The most painful aspect of these SROs is utter violation of the supreme law of the land and judicial acquiesce about it. The power delegated to EEC would be struck down if challenged in a constitutional petition in the light of the following ruling of the Supreme Court in the Engineer Iqbal Zafar Jhagra and Senator Rukhsana Zuberi v Federation of Pakistan and Others[(2013) 108 TAX 1 (S.C. Pak)]:
"It is well settled proposition that levy of tax for the purpose of Federation is not permissible except by or under the authority of Act of Majlis-e-Shoora (Parliament). Reference in this behalf may be made to the case of Cyanamid Pakistan Ltd V. Collector of Customs (PLD 2005 SC 495), wherein it has also been held that such legislative powers cannot be delegated to the Executive Authorities. Also see Government of Pakistan v. Muhammad Ashraf (PLD 1993SC 176) and All Pakistan Textile Mills Associations v. Province of Sindh (2004 YLR 192)." [Page 18, Para 20]
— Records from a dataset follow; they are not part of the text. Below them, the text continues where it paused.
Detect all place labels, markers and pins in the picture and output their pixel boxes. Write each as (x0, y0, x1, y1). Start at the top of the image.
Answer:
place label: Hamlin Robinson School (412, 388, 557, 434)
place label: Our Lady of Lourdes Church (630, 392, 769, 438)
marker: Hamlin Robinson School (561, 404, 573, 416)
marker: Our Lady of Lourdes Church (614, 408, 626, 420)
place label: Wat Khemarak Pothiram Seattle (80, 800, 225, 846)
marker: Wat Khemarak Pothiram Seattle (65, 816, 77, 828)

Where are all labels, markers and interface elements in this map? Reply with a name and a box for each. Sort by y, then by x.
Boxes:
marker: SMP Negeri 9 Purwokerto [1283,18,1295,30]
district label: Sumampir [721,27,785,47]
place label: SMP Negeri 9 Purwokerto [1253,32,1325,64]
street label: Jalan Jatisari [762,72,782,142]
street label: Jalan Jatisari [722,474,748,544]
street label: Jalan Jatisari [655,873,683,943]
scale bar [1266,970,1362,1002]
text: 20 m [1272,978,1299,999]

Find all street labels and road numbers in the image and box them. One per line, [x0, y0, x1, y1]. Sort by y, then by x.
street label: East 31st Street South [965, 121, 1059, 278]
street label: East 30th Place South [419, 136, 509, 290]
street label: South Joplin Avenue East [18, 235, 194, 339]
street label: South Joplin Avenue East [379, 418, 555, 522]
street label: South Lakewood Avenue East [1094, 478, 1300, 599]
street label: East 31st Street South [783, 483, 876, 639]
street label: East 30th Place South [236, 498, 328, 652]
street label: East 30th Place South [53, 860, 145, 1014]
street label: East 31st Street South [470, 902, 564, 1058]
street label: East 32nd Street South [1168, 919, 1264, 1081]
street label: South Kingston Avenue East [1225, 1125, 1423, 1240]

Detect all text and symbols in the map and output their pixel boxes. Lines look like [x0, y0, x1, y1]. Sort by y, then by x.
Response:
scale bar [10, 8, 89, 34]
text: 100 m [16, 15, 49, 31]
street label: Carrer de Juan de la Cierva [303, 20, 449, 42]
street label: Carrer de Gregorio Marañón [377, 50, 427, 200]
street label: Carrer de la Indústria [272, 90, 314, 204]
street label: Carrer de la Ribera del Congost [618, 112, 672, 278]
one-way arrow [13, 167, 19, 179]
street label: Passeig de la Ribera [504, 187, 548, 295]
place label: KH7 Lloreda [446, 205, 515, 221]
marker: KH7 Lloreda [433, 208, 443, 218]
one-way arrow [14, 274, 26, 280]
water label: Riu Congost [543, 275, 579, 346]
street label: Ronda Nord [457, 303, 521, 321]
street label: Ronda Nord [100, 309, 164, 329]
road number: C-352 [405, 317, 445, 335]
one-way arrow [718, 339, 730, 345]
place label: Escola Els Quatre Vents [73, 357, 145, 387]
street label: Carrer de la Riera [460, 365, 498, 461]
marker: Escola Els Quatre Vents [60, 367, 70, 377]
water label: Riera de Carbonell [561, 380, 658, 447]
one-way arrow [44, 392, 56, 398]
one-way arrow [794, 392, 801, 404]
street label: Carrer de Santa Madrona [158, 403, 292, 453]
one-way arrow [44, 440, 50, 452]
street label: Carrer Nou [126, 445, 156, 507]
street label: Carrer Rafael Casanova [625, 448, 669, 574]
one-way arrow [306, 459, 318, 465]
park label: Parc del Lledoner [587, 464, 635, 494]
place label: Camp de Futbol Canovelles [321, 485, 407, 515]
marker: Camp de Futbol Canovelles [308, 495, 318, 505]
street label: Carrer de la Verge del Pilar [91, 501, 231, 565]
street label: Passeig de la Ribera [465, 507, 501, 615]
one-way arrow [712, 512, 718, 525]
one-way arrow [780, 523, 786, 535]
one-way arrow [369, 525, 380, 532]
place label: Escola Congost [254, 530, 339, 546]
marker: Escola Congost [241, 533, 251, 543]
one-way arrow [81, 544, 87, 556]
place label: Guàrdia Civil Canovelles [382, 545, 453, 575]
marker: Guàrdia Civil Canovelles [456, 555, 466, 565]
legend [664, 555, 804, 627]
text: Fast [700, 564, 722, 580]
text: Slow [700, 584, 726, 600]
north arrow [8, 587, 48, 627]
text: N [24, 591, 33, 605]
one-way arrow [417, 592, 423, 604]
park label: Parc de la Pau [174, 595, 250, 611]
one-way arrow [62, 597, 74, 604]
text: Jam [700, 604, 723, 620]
The World Trade Organisation (WTO), in its latest report prepared for the fourth Trade Policy Review of Pakistan (March 24 & 26, 2015), has observed that in Pakistan "the decline in revenue can be attributed to a number of factors, most notably widespread tax evasion, a wide array of tax exemptions, and failure to widen the tax base. Furthermore, the prevalence of SROs, which are discretionary measures providing tax and tariff exemptions and relief to vested interests, are a significant drain on fiscal revenue." The report has highlighted that about 4,500 SROs were issued leading to a revenue loss of Rs 650 billion.
It is an established fact that the use of ad-hoc trade policy instruments under SROs severely undermines the predictability of the trade regime and also supports a culture of rent-seeking. Now, after tariff rates are amended by the forthcoming Finance Act 2015, EEC will resort to tariff exemptions/concessions, and to add or modify import rules through SROs-a malpractice previously done by FBR. Issuance of SROs by EEC is just an eye-wash as recommendations will continue to emanate from FBR appeasing powerful segments, casting doubts about transparency and fiscal discipline. By altering the structure of tariff incentives unpredictably, with uncertain effects on resource allocation, these concessions and exemptions may counteract economic efficiency by raising tariff and increasing effective rates of protection. The real remedy is to abolish all provisions in tax laws that authorises issuance of SROs.
As per official admission, the cost of exemptions and concessions as a result of import-related SROs alone amounted to Rs 137 billion during the financial year 2013-14. The total impact was of nearly Rs 350 billion as admitted by the Finance Minister in Parliament in reply to the Question 52 posed by MNA, Lal Chand.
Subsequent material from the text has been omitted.